Firewall Wizards mailing list archives

Re: Re: Code Red: What security specialist don't mention in warnings(Frank Knobbe)


From: Darren Reed <darrenr () reed wattle id au>
Date: Wed, 8 Aug 2001 10:00:43 +1000 (EST)

In some email I received from Adam Shostack, sie wrote:

Clearly, you don't understand my message.  If you look at the tools I
mentioned, you'll see that they are code scanners, not vulnerability
scanners.   A code scanner (ITS4, RATS) examines the source code to an 
app to find calls to dangerous functions, etc.

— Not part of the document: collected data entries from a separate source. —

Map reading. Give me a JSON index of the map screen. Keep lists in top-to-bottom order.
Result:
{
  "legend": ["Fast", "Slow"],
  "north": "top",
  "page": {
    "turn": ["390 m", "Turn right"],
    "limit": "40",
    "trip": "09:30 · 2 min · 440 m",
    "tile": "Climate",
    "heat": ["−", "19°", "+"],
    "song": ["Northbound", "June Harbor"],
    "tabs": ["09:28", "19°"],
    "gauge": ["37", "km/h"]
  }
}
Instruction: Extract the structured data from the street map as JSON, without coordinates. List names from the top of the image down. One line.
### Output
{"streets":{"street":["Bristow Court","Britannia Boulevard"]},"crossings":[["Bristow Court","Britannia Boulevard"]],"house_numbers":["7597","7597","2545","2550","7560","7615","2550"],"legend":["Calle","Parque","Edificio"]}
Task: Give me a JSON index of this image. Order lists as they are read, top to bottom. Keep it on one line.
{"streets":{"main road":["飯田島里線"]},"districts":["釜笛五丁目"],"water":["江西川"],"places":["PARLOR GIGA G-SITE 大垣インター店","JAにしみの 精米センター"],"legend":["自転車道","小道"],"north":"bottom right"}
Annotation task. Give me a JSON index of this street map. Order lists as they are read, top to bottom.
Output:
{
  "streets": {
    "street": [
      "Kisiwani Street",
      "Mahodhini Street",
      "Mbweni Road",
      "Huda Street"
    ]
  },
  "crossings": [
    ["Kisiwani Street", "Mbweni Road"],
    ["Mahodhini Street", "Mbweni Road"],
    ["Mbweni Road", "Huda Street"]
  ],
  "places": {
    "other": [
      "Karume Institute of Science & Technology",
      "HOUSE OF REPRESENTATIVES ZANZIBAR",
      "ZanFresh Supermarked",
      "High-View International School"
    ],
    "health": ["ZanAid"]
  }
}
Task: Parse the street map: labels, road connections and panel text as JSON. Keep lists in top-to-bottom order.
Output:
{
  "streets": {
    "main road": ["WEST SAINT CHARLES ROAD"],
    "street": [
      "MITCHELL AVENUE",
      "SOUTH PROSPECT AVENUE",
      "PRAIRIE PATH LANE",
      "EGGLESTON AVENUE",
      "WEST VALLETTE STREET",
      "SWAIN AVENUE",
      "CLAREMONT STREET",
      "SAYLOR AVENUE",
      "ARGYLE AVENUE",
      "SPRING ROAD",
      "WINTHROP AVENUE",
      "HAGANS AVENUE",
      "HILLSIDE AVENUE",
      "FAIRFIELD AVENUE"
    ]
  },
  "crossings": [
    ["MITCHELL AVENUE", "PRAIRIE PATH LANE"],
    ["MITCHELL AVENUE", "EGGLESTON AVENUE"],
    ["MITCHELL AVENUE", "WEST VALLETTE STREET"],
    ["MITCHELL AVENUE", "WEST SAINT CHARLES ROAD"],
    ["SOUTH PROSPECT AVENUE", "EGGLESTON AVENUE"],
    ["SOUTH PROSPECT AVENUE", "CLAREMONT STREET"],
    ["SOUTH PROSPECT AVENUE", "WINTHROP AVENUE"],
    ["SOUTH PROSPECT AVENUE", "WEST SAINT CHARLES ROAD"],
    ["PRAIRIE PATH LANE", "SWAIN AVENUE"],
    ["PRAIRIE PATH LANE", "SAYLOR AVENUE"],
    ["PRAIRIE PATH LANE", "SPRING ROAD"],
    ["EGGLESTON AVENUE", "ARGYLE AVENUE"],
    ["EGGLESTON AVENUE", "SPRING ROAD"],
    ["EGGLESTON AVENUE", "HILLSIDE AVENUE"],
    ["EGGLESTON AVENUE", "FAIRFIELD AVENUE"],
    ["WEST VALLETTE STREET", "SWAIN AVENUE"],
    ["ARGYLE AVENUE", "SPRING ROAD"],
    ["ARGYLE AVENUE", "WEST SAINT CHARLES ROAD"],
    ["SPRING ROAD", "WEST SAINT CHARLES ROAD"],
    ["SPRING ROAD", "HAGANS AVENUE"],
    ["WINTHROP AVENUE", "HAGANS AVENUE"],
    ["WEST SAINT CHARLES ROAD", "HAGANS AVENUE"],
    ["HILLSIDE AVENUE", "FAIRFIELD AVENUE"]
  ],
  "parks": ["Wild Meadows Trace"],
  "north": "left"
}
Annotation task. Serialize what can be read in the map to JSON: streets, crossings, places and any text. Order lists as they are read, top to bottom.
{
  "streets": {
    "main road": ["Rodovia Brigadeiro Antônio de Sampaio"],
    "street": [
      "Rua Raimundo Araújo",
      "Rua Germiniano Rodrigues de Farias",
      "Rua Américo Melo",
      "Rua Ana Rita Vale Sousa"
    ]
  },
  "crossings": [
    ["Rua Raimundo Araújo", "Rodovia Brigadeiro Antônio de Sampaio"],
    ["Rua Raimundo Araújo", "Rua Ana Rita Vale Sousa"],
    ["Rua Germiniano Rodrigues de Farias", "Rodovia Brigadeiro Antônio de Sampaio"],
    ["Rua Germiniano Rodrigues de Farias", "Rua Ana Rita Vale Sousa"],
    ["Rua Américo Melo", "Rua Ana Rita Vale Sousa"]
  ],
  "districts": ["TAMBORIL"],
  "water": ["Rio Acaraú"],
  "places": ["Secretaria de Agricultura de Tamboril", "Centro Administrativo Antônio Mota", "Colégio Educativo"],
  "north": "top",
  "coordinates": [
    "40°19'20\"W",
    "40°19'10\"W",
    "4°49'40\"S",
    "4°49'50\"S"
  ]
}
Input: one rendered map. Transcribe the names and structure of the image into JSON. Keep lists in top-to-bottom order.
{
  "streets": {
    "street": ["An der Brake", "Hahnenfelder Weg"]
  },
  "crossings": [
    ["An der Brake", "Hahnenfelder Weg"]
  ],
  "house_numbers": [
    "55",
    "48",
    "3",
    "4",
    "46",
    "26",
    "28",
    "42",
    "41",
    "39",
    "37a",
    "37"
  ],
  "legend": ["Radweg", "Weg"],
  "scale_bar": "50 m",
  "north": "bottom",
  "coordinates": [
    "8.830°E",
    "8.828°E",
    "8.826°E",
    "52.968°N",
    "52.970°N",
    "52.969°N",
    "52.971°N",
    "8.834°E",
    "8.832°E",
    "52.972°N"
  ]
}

Ah yes, that was my fault.  I saw the word "scanner" and immeadiately
thought of vulnerability scanner (not source code).  Given that I now
have a better understanding of what you meant (blinkers are off), I do
agree with the things you were saying.

[...]
Regression testing only looks for bugs that have been found before, to 
ensure that you don't regress.

That is important.  Regression testing should also ensure things continue
to work, as well as not work.

Unit tests, in my experience, fall
into two sets; those written by the engineer who wrote the code, which 
never find anything until the code is handed over to someone else,
because the engineer already dealt with the cases that he wrote tests
for, and those written by a junior QA guy, which find fenceposts, and
off-by-one and that sort of thing.  Neither tends to find security
flaws, unless you have a really unusual person writing the tests.

Given my experience as a s/w engineer, I can say that unless you have
someone else writing the tests, you're not likely to find half the problems.

Testing absurd input, like passing strings with linefeeds in them to
getpwnam() or making environment variables (where used) 4K long with
junk content, etc, needs to become part of the standard unit testing.